What is required.
Repeat all entries exactly.

[Saved data entries]
____

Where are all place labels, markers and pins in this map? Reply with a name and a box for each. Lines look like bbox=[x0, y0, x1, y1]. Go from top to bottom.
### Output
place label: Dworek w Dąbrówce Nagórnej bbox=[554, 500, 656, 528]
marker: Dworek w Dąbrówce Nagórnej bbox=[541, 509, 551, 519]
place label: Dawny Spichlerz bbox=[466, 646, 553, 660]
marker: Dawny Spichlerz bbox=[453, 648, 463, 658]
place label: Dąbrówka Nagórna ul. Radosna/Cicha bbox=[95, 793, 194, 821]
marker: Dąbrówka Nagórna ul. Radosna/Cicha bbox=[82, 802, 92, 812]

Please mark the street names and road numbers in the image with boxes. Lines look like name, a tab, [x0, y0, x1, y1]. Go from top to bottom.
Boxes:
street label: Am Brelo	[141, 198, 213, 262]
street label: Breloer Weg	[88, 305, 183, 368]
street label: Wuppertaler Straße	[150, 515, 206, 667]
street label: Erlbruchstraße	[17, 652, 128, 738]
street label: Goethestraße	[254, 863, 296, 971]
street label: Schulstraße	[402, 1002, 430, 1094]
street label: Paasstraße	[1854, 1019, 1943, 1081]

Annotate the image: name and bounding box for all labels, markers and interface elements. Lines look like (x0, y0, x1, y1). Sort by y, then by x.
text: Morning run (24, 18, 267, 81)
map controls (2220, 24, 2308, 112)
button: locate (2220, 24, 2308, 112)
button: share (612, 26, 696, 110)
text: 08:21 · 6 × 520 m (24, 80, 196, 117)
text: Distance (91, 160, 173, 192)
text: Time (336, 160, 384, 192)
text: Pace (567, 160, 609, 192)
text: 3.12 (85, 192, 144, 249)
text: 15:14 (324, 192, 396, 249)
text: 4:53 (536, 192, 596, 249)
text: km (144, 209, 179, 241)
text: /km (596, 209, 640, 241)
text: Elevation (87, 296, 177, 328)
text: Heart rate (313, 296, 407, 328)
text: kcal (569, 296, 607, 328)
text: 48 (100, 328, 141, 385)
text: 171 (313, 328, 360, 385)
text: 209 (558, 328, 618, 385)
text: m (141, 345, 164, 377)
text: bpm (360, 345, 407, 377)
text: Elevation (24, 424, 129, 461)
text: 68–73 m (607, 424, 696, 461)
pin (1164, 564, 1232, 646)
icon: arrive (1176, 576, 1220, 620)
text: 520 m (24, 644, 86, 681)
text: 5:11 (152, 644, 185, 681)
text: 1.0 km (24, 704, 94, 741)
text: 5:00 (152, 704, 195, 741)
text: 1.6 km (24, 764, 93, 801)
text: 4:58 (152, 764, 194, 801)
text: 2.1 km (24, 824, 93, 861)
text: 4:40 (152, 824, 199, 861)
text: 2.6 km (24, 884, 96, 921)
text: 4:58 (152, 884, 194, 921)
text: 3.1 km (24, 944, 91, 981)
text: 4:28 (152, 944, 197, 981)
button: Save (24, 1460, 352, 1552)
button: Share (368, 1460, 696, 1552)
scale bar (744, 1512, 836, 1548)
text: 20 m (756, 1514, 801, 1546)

____

Result for this task.
Where are all place labels, markers and pins in this map? Reply with a name and a box for each. Lines look like bbox=[x0, y0, x1, y1]. Go from top to bottom.
### Output
place label: Dworek w Dąbrówce Nagórnej bbox=[554, 500, 656, 528]
marker: Dworek w Dąbrówce Nagórnej bbox=[541, 509, 551, 519]
place label: Dawny Spichlerz bbox=[466, 646, 553, 660]
marker: Dawny Spichlerz bbox=[453, 648, 463, 658]
place label: Dąbrówka Nagórna ul. Radosna/Cicha bbox=[95, 793, 194, 821]
marker: Dąbrówka Nagórna ul. Radosna/Cicha bbox=[82, 802, 92, 812]

Please mark the street names and road numbers in the image with boxes. Lines look like name, a tab, [x0, y0, x1, y1]. Go from top to bottom.
Boxes:
street label: Am Brelo	[141, 198, 213, 262]
street label: Breloer Weg	[88, 305, 183, 368]
street label: Wuppertaler Straße	[150, 515, 206, 667]
street label: Erlbruchstraße	[17, 652, 128, 738]
street label: Goethestraße	[254, 863, 296, 971]
street label: Schulstraße	[402, 1002, 430, 1094]
street label: Paasstraße	[1854, 1019, 1943, 1081]

Annotate the image: name and bounding box for all labels, markers and interface elements. Lines look like (x0, y0, x1, y1). Sort by y, then by x.
text: Morning run (24, 18, 267, 81)
map controls (2220, 24, 2308, 112)
button: locate (2220, 24, 2308, 112)
button: share (612, 26, 696, 110)
text: 08:21 · 6 × 520 m (24, 80, 196, 117)
text: Distance (91, 160, 173, 192)
text: Time (336, 160, 384, 192)
text: Pace (567, 160, 609, 192)
text: 3.12 (85, 192, 144, 249)
text: 15:14 (324, 192, 396, 249)
text: 4:53 (536, 192, 596, 249)
text: km (144, 209, 179, 241)
text: /km (596, 209, 640, 241)
text: Elevation (87, 296, 177, 328)
text: Heart rate (313, 296, 407, 328)
text: kcal (569, 296, 607, 328)
text: 48 (100, 328, 141, 385)
text: 171 (313, 328, 360, 385)
text: 209 (558, 328, 618, 385)
text: m (141, 345, 164, 377)
text: bpm (360, 345, 407, 377)
text: Elevation (24, 424, 129, 461)
text: 68–73 m (607, 424, 696, 461)
pin (1164, 564, 1232, 646)
icon: arrive (1176, 576, 1220, 620)
text: 520 m (24, 644, 86, 681)
text: 5:11 (152, 644, 185, 681)
text: 1.0 km (24, 704, 94, 741)
text: 5:00 (152, 704, 195, 741)
text: 1.6 km (24, 764, 93, 801)
text: 4:58 (152, 764, 194, 801)
text: 2.1 km (24, 824, 93, 861)
text: 4:40 (152, 824, 199, 861)
text: 2.6 km (24, 884, 96, 921)
text: 4:58 (152, 884, 194, 921)
text: 3.1 km (24, 944, 91, 981)
text: 4:28 (152, 944, 197, 981)
button: Save (24, 1460, 352, 1552)
button: Share (368, 1460, 696, 1552)
scale bar (744, 1512, 836, 1548)
text: 20 m (756, 1514, 801, 1546)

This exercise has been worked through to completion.